Today we will be studying three different types of ingredients: magical, mundane, and transitional. This may seem a simple topic, but it’s important to recognize the difference between the three categorizations, though all three broadly encompass a range of animal, plant, and mineral ingredients. Transitional ingredients are particularly fascinating, as we still have more to discover about their hidden properties and composition. Let’s dive in, shall we?

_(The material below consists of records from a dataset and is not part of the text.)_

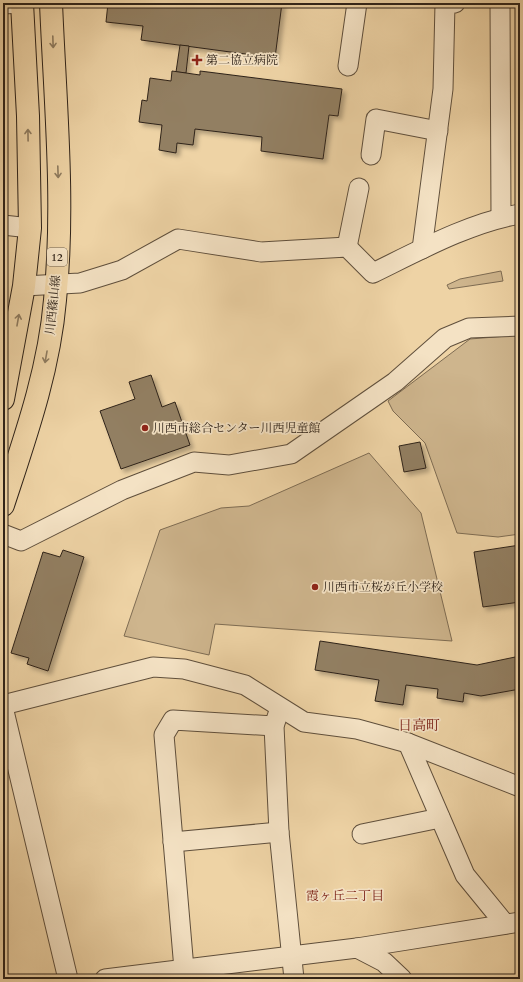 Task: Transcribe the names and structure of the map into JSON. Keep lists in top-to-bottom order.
{
  "streets": {
    "main road": ["12", "川西篠山線"]
  },
  "districts": ["日高町", "霞ヶ丘二丁目"],
  "places": {
    "health": ["第二協立病院"],
    "other": ["川西市総合センター川西児童館", "川西市立桜が丘小学校"]
  }
}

Heads on Science Apart (Magical Ingredients)
Magical ingredients, as the name suggests, are ingredients already imbued with magical properties in their natural state. We actually discussed many magical ingredients last lesson, as all parts of dragons, independent of other sources of magic, contain intense concentrations of magic. If you were to use dragon blood, dragon claws, or dragon horn, for example, you would be utilizing a substance that created a magical effect whether or not you added charms, potions, or other magical methods. As we discussed in the beginning of the lesson as well as the beginning of this year, Muggles are quite often intolerant to these ingredients in their natural state, and magical potions should never be administered to Muggles.

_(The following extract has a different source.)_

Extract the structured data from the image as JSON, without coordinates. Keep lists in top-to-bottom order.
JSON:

Quite often these ingredients derive from magical creatures, although there are also many plants that possess their own inherent magical properties. Take for example the Mandrake, which you might have heard about before. While this magical plant may resemble a beast for its hazardous ability to make noise, the Mandrake is indeed of the Kingdom Plantae (a biological differentiation from fungi, animals, single celled organisms, and other non-plant forms of life). Despite the dangers that arise from repotting this plant, it has very useful qualities, particularly for strong antidotes to poison.

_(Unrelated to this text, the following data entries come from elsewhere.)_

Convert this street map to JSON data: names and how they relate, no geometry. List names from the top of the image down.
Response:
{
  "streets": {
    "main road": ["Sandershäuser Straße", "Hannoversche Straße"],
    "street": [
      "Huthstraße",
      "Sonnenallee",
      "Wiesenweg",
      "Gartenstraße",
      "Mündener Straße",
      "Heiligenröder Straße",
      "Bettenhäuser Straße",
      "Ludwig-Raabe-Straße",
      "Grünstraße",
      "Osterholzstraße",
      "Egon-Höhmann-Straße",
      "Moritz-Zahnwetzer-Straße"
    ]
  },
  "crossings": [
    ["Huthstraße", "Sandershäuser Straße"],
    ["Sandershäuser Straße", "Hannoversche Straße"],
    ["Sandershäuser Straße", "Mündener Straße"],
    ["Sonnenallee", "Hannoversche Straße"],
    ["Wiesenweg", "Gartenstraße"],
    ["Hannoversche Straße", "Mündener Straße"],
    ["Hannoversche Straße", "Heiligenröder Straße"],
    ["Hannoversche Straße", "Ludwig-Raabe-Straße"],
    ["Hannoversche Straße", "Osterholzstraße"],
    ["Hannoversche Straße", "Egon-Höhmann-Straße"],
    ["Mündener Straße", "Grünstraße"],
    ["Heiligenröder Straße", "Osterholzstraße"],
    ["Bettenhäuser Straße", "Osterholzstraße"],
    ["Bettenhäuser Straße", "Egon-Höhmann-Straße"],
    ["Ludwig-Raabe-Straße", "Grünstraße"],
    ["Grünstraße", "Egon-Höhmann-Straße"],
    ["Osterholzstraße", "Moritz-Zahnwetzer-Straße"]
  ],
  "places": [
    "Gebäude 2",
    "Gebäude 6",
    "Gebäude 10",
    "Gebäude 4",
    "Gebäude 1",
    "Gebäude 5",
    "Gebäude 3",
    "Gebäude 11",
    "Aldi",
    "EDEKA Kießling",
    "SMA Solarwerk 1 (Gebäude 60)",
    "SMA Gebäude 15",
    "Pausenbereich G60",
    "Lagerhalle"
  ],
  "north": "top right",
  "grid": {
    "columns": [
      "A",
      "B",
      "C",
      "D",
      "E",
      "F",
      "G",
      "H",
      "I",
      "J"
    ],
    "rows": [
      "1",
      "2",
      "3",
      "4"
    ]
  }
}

You will find that magical ingredients are often much faster in taking effect than mundane pills or creams. This is not simply an inexplicable side effect of magic, but rather because the ingredients’ magical properties tend to temporarily speed up metabolic reactions within the body. Metabolism refers to the processes that the body utilizes to release energy that is used to sustain life and grow, often from consumed food, as well as eliminate remaining waste products from the body. Most often, your body will break down these nutrients at a fairly steady rate, although this rate varies based on the individual. However, it has been found that the consumption or application of magical ingredients often provides a catalyst and speeds up this rate of metabolic consumption until the magical ingredient has been absorbed into the bloodstream. A catalyst is defined as something which speeds the rate of a chemical reaction.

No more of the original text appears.